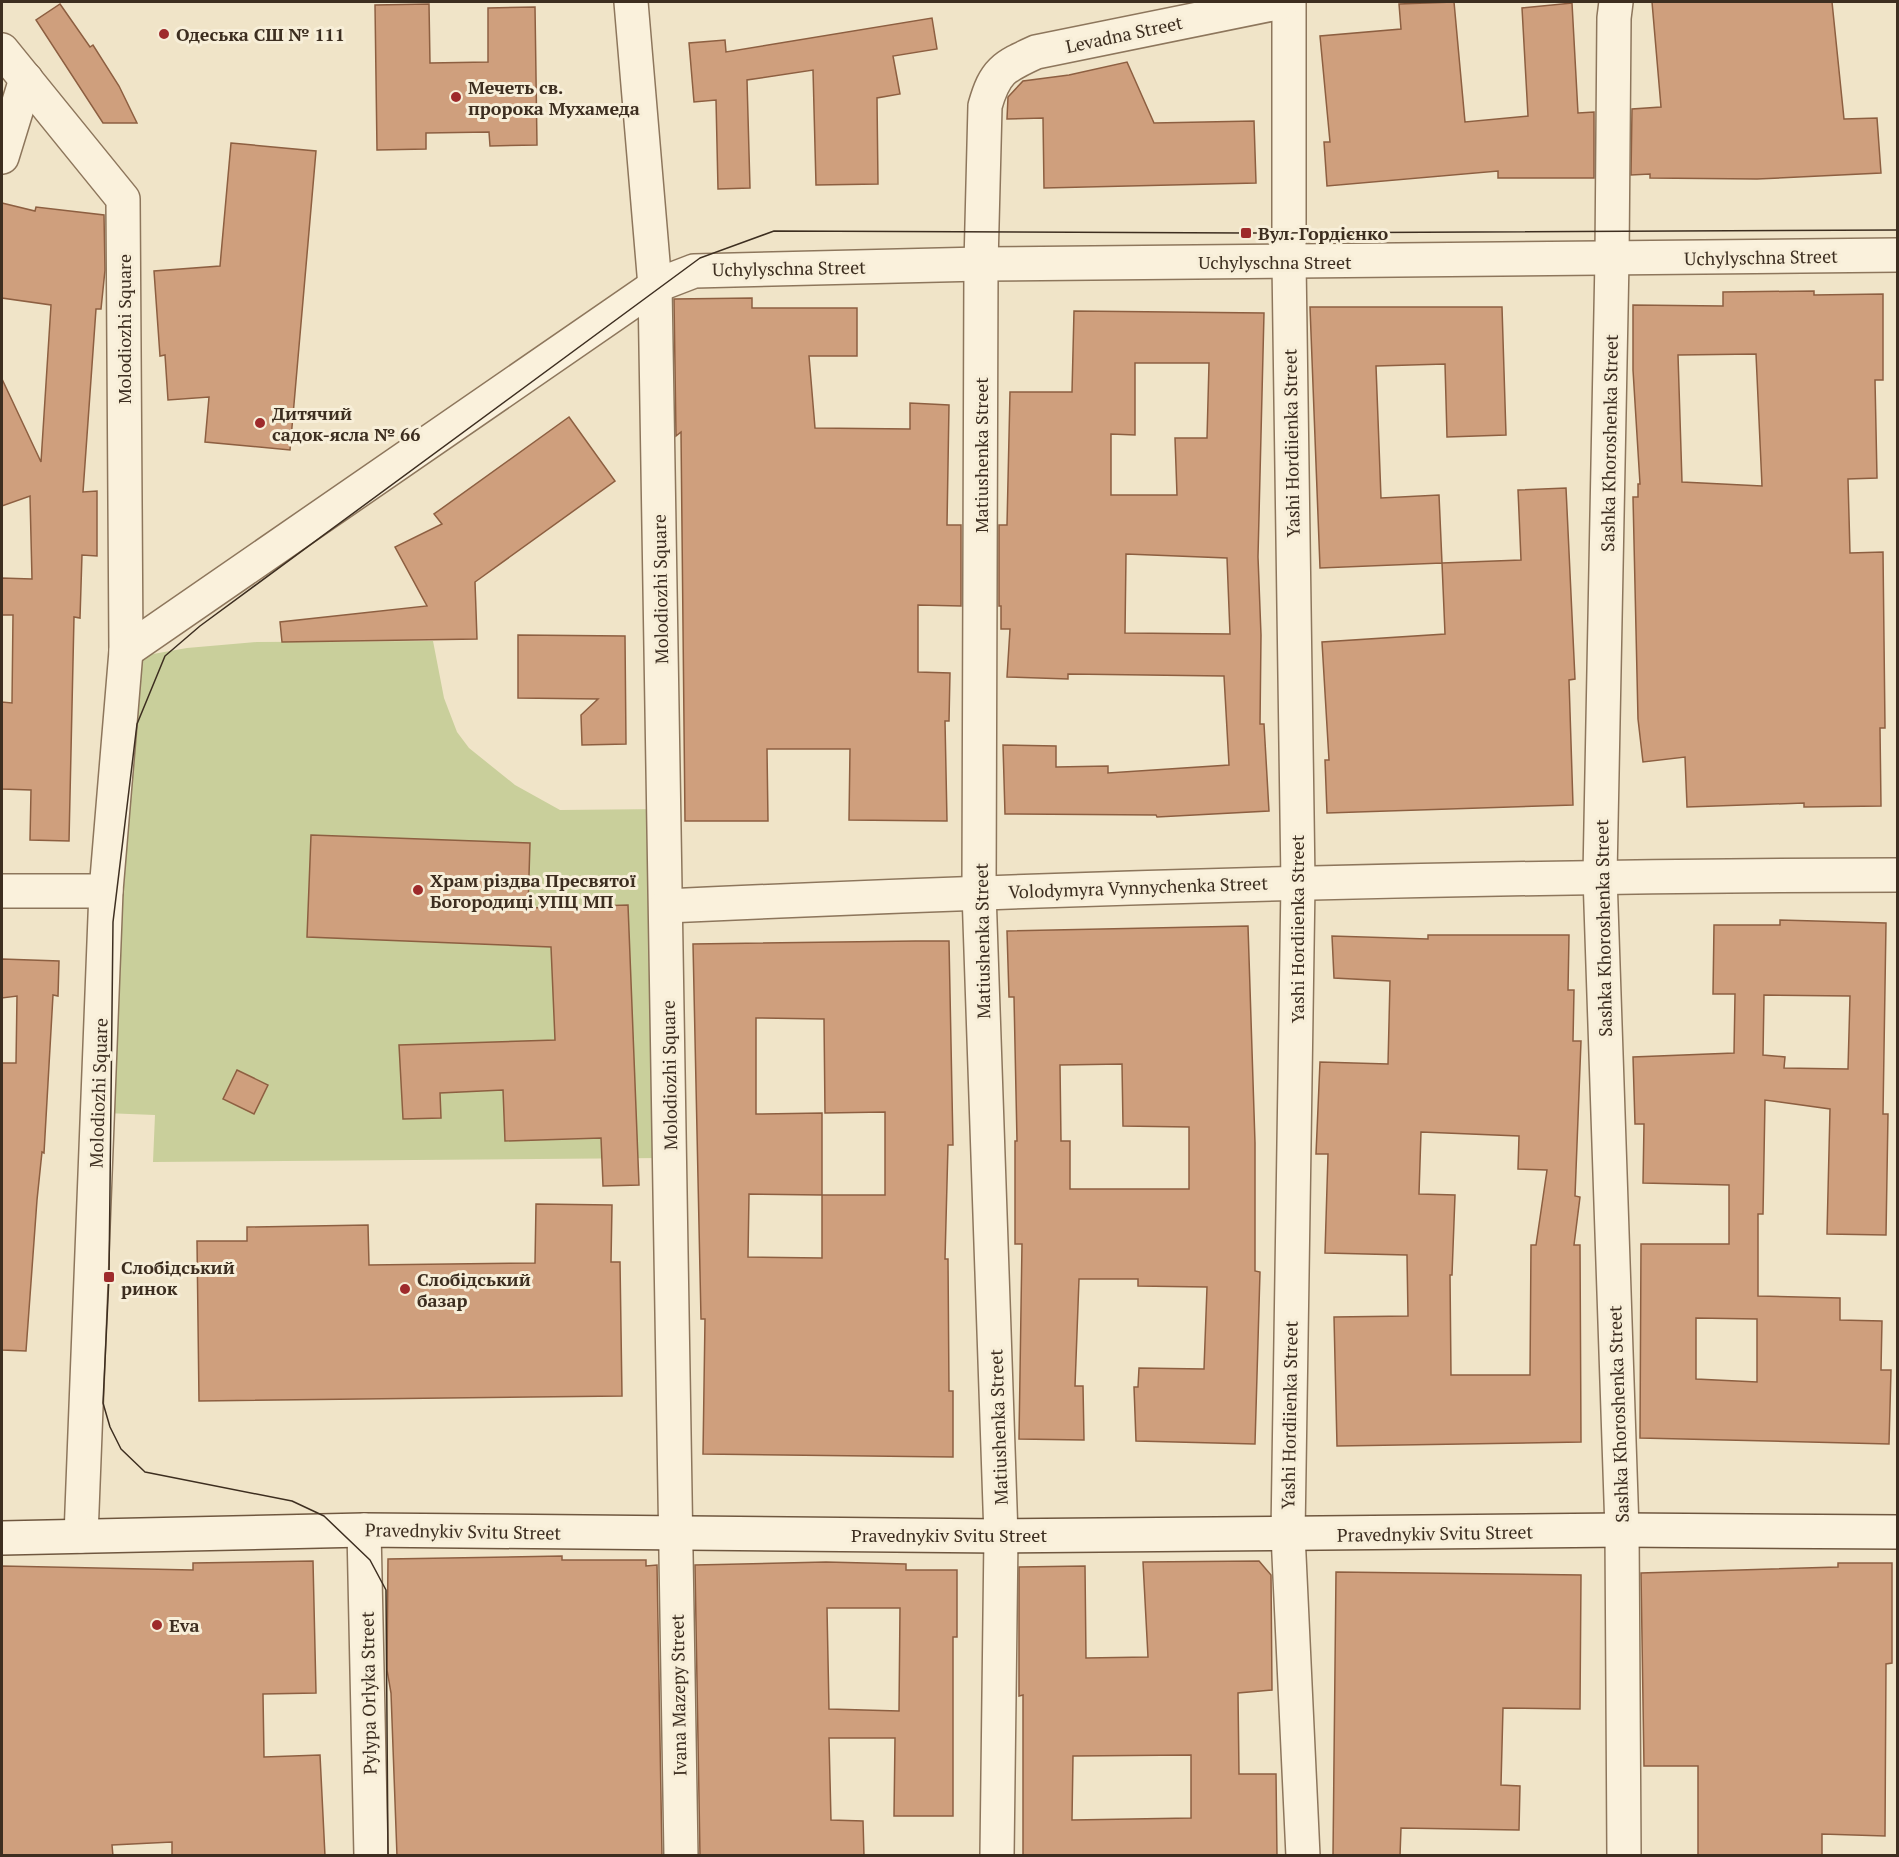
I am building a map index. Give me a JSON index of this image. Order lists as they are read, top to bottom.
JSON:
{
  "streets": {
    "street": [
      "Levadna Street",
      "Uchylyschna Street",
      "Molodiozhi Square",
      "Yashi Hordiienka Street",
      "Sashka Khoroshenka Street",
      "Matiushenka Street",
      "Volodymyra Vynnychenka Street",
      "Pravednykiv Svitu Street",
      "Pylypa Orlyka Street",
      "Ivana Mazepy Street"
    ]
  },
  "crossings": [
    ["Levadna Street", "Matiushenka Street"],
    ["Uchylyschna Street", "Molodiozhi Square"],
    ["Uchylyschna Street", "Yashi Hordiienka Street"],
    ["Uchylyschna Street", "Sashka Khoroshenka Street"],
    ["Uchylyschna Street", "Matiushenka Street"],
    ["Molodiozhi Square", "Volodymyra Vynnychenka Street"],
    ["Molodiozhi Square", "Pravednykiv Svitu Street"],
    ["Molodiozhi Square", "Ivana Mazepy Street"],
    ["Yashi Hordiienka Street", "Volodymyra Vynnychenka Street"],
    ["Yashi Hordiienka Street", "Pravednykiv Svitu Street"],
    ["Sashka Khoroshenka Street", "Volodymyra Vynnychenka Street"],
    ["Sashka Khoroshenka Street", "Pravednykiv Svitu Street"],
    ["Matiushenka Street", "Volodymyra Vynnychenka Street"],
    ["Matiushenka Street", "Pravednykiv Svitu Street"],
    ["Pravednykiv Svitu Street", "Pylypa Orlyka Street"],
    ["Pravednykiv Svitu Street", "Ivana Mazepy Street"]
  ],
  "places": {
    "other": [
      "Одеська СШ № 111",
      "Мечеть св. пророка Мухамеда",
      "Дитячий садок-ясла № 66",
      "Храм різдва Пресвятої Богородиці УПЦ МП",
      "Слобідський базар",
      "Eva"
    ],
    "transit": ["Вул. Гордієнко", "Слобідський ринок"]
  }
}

────────────────

**WHAT IS EXPECTED:** Every line of the material above must be written out exactly, with no pictures.

**RESPONSE TO THIS TASK:**
I am building a map index. Give me a JSON index of this image. Order lists as they are read, top to bottom.
JSON:
{
  "streets": {
    "street": [
      "Levadna Street",
      "Uchylyschna Street",
      "Molodiozhi Square",
      "Yashi Hordiienka Street",
      "Sashka Khoroshenka Street",
      "Matiushenka Street",
      "Volodymyra Vynnychenka Street",
      "Pravednykiv Svitu Street",
      "Pylypa Orlyka Street",
      "Ivana Mazepy Street"
    ]
  },
  "crossings": [
    ["Levadna Street", "Matiushenka Street"],
    ["Uchylyschna Street", "Molodiozhi Square"],
    ["Uchylyschna Street", "Yashi Hordiienka Street"],
    ["Uchylyschna Street", "Sashka Khoroshenka Street"],
    ["Uchylyschna Street", "Matiushenka Street"],
    ["Molodiozhi Square", "Volodymyra Vynnychenka Street"],
    ["Molodiozhi Square", "Pravednykiv Svitu Street"],
    ["Molodiozhi Square", "Ivana Mazepy Street"],
    ["Yashi Hordiienka Street", "Volodymyra Vynnychenka Street"],
    ["Yashi Hordiienka Street", "Pravednykiv Svitu Street"],
    ["Sashka Khoroshenka Street", "Volodymyra Vynnychenka Street"],
    ["Sashka Khoroshenka Street", "Pravednykiv Svitu Street"],
    ["Matiushenka Street", "Volodymyra Vynnychenka Street"],
    ["Matiushenka Street", "Pravednykiv Svitu Street"],
    ["Pravednykiv Svitu Street", "Pylypa Orlyka Street"],
    ["Pravednykiv Svitu Street", "Ivana Mazepy Street"]
  ],
  "places": {
    "other": [
      "Одеська СШ № 111",
      "Мечеть св. пророка Мухамеда",
      "Дитячий садок-ясла № 66",
      "Храм різдва Пресвятої Богородиці УПЦ МП",
      "Слобідський базар",
      "Eva"
    ],
    "transit": ["Вул. Гордієнко", "Слобідський ринок"]
  }
}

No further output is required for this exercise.